The legendary reporter Carl Bernstein stepped out of the film that made him famous to give journalism students in Cardiff an inspiring but simple message – good reporting is ‘the best obtainable version of the truth’.
Bernstein described this as a simple concept – but one which is very hard to execute. For him it is underpinned by the idea that journalism should be for ‘the common good’. He believes the best reporting is almost always done in defiance of management and under cover of darkness (as in the film)!
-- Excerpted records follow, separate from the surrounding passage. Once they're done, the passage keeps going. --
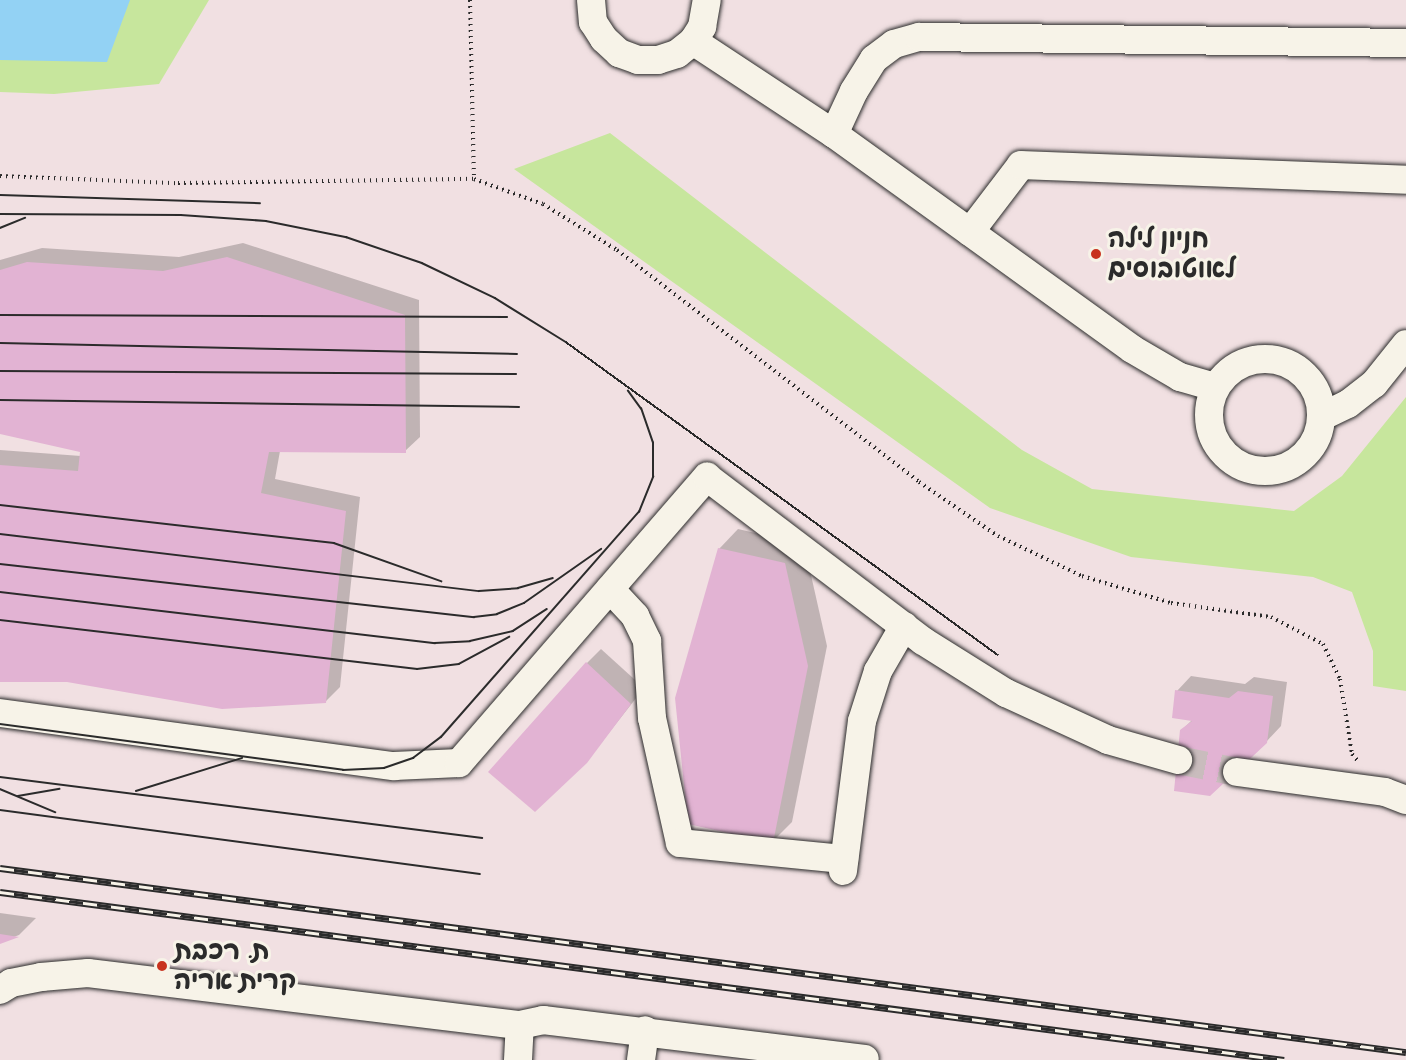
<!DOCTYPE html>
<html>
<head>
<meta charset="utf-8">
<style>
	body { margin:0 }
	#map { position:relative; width:1406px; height:1060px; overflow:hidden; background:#f1e0e2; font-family:Caveat,"Playpen Sans Hebrew",sans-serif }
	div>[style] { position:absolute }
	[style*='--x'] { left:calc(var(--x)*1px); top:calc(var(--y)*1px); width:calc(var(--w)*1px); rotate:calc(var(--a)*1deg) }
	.green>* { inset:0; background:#c7e69d }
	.water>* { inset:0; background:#93d2f4 }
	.shadow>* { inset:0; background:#0003 }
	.building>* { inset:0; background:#e2b3d3 }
	.minor-tunnel>* { height:28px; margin-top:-14px; transform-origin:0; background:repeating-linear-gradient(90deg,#c9bcbd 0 28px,transparent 0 42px) }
	.path>* { height:4px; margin-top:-2px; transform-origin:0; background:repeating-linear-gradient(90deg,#2b2b2b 0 1.5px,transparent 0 6px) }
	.roads { filter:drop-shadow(0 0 2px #2b2b2b) drop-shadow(0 0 2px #2b2b2b) }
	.minor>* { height:28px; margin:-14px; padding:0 14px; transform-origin:14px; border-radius:14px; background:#f7f3e8 }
	.minor>.ring { margin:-14px; padding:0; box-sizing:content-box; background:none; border:28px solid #f7f3e8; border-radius:50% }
	.tram>* { height:1.5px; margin:-0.75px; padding:0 0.75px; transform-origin:0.75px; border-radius:0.75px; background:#2b2b2b }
	.rail>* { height:7px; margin-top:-3.5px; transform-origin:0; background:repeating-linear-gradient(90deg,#f7f3e8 0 14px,#2b2b2b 0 28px); box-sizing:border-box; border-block:2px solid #2b2b2b }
	.dots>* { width:16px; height:16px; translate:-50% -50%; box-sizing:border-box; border:3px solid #f7f3e8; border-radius:50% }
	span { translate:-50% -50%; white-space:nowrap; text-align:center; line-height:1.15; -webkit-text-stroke:6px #f7f3e8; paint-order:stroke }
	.poi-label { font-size:26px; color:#2b2b2b; font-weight:700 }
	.left { translate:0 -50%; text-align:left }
</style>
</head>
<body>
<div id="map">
	<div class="green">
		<i style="clip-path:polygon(0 0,209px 0,159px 84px,54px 94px,0 92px)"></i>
		<i style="clip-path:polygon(610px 133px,1022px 450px,1092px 489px,1294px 511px,1342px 476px,1406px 397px,1406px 691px,1373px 686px,1373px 651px,1352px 592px,1313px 577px,1131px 557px,990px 508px,514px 169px)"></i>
	</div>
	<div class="water">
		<i style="clip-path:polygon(0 0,130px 0,107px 62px,0 60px)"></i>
	</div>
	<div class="shadow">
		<i style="clip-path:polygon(243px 243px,419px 300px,420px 437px,405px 451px,280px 451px,275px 479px,360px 497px,340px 687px,325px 702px,67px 680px,0 680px,0 450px,81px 456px,82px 451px,0 432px,0 260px,42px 248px,179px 257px)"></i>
		<i style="clip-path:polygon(738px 529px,804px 544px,827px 646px,792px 822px,773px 841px,719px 549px)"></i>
		<i style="clip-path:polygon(601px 649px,644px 688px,586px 762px,587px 663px)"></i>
		<i style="clip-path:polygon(1191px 676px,1245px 684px,1254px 677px,1287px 682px,1281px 726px,1266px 742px,1182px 730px,1192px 720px,1177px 691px)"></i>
		<i style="clip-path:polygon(0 913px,36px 918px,19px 935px,0 942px)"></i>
	</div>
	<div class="building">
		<i style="clip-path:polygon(227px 257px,405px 315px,406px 453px,269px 452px,261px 493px,346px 511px,326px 703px,222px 709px,67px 682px,0 682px,0 465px,78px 471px,80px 452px,0 434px,0 270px,27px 262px,163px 271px)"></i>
		<i style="clip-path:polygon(718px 548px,785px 563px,808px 666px,773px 843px,688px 824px,675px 698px)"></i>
		<i style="clip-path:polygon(586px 662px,631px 704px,587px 763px,535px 812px,488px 772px)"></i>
		<i style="clip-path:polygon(1175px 690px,1229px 698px,1238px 691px,1273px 696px,1267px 743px,1210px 796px,1174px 791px,1180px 730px,1192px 721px,1172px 718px)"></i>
		<i style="clip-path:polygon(0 934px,19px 937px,0 944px)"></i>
	</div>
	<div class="minor-tunnel">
		<i style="--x:1178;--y:760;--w:60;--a:11.5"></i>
	</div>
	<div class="path">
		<i style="--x:470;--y:0;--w:179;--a:88.7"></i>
		<i style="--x:0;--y:176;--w:178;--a:2.3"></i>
		<i style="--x:178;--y:183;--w:296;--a:-0.8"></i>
		<i style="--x:474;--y:179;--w:73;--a:19.9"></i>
		<i style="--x:543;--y:204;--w:87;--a:31.9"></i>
		<i style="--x:617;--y:250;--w:381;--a:37.5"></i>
		<i style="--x:919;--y:482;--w:96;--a:34.4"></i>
		<i style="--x:998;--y:536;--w:93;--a:25.5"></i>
		<i style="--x:1082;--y:576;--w:93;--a:16.9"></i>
		<i style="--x:1171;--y:603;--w:101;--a:8"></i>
		<i style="--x:1271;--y:617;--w:59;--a:27.4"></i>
		<i style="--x:1323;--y:644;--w:39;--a:64"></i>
		<i style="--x:1340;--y:679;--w:76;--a:80.9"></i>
		<i style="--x:1352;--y:754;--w:8;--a:50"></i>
	</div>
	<div class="roads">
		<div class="minor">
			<i style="--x:591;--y:0;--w:22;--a:85"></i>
			<i style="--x:593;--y:22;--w:20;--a:57"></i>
			<i style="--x:604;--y:39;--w:21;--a:43"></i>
			<i style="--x:619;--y:53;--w:20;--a:20"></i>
			<i style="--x:638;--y:60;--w:20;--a:0"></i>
			<i style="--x:658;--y:60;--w:20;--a:-18"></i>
			<i style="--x:677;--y:54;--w:21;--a:-39"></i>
			<i style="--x:693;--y:41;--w:17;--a:-57"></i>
			<i style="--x:702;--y:27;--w:27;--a:-80"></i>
			<i style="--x:693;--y:41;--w:169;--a:33.4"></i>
			<i style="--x:834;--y:134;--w:367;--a:35.8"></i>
			<i style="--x:1132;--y:349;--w:56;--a:30.3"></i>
			<i style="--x:1180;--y:377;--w:37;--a:16"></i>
			<i style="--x:834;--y:134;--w:47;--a:-65.1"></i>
			<i style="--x:854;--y:91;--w:38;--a:-58"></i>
			<i style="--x:874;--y:59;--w:25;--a:-37"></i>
			<i style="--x:894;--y:44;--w:26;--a:-16"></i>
			<i style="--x:919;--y:37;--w:487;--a:0.7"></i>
			<i style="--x:970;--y:232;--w:84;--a:-52.7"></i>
			<i style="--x:1021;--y:165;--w:385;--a:2.2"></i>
			<i class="ring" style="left:1209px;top:359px;width:84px;height:84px"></i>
			<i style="--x:1321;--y:417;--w:30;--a:-26"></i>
			<i style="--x:1348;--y:404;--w:33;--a:-38"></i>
			<i style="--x:1374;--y:384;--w:51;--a:-51.3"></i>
			<i style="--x:610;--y:589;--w:37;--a:47"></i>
			<i style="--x:635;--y:616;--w:28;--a:64"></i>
			<i style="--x:647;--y:641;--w:77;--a:86.3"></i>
			<i style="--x:652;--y:718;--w:128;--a:77.4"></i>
			<i style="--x:680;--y:843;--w:165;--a:5.6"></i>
			<i style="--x:0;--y:713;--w:398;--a:7.7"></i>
			<i style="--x:394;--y:766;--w:65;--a:-2.6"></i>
			<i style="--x:459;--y:763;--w:379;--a:-49.1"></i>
			<i style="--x:707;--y:477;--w:271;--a:37.2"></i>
			<i style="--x:923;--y:641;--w:98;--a:32.1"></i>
			<i style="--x:1006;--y:693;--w:112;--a:24.7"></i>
			<i style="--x:1108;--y:740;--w:73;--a:15.9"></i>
			<i style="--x:1237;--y:772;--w:149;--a:7.7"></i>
			<i style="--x:1385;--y:792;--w:22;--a:21"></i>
			<i style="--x:843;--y:871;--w:151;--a:-82.8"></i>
			<i style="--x:862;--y:721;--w:52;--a:-72.3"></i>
			<i style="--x:878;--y:671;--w:52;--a:-60"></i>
			<i style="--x:0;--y:990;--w:13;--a:-32"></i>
			<i style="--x:11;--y:983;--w:31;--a:-11"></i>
			<i style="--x:41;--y:977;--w:47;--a:-4.9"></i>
			<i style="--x:88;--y:973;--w:435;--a:6.9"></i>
			<i style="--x:518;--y:1060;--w:35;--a:-87"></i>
			<i style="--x:520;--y:1025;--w:24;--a:-12"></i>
			<i style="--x:543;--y:1020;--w:324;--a:6.9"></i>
			<i style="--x:641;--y:1060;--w:30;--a:-82"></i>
		</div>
	</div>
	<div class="tram">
		<i style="--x:0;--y:195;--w:260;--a:1.8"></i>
		<i style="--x:0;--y:214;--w:181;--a:0.3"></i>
		<i style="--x:181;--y:215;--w:85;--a:4"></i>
		<i style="--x:266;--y:221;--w:82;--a:11.3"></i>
		<i style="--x:346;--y:237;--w:80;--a:18.9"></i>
		<i style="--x:422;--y:263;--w:81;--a:25.6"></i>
		<i style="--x:495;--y:298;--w:84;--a:31.8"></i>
		<i style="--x:566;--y:342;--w:533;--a:35.92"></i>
		<i style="--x:0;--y:228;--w:27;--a:-22"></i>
		<i style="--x:0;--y:315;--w:507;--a:0.23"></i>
		<i style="--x:0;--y:343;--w:517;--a:1.22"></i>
		<i style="--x:0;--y:371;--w:516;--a:0.33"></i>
		<i style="--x:0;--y:400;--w:519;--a:0.77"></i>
		<i style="--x:0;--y:505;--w:336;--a:6.5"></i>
		<i style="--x:334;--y:543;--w:114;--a:19.6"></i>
		<i style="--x:0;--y:534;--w:482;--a:6.8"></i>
		<i style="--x:479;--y:591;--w:39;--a:-4"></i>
		<i style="--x:518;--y:588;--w:36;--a:-16"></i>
		<i style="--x:0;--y:564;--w:477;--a:6.4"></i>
		<i style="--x:474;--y:617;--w:23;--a:-7"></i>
		<i style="--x:497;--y:614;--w:29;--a:-22"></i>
		<i style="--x:524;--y:603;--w:94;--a:-35"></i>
		<i style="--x:0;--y:592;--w:438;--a:6.7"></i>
		<i style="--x:435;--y:643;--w:35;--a:-3"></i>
		<i style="--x:470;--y:641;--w:44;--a:-13.1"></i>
		<i style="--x:513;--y:631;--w:40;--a:-32.9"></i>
		<i style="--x:0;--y:620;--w:420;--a:6.7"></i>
		<i style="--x:417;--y:669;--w:42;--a:-6.8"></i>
		<i style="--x:459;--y:664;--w:57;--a:-28.4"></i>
		<i style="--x:0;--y:724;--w:346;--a:7.6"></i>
		<i style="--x:343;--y:770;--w:41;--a:-2.8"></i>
		<i style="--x:384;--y:768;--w:31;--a:-19"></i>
		<i style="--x:413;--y:758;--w:35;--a:-37"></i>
		<i style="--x:441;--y:737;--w:300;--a:-48.7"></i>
		<i style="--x:639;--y:512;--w:38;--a:-68"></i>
		<i style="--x:653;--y:477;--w:34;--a:-90"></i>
		<i style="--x:653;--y:443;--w:36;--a:-109"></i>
		<i style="--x:641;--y:409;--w:22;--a:-126"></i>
		<i style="--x:0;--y:777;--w:486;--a:7.2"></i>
		<i style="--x:0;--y:789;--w:60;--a:22.7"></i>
		<i style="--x:136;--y:791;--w:111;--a:-17.3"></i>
		<i style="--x:18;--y:796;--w:42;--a:-9.7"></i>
		<i style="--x:0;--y:810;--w:484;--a:7.6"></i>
	</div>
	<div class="rail">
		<i style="--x:0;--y:868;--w:1418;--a:7.46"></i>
		<i style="--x:0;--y:892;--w:1295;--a:7.45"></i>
	</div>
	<div class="dots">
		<i style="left:1096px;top:254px;background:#c8321e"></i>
		<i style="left:162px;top:966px;background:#c8321e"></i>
	</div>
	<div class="poi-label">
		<span class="left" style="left:1108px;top:254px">חניון לילה<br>לאוטובוסים</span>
		<span class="left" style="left:174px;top:966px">ת. רכבת<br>קרית אריה</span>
	</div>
</div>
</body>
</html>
He was optimistic about the quality of reporting in the USA, but concerned about the context in which it is received. Both in America and in Britain, Bernstein believes that too many people are less and less interested in the best obtainable version of the truth. ‘More and more, they’re looking for information to buttress their previously-held prejudices and beliefs. That’s the biggest challenge we face.’
Julian Assange and Wikileaks came in for criticism for their failure to redact the information they published to protect individuals whose safety might be compromised. And he took a hard line on the fate of Bradley Manning, saying he should have known the consequences of breaking an oath not to divulge secret information. Daniel Ellsberg, who leaked the Pentagon papers was prepared to take the consequences and so should Manning.
For those in the audience (like me) who were inspired by Bernstein and Bob Woodward to become investigative journalists, it was an unforgettable experience to sit in the same room and have our faith in the journalistic mission confirmed. It’s to be hoped that young would-be reporters who were there will remember his advice: ‘Be a good listener. Don’t be arrogant. Having a press card doesn’t make us special’.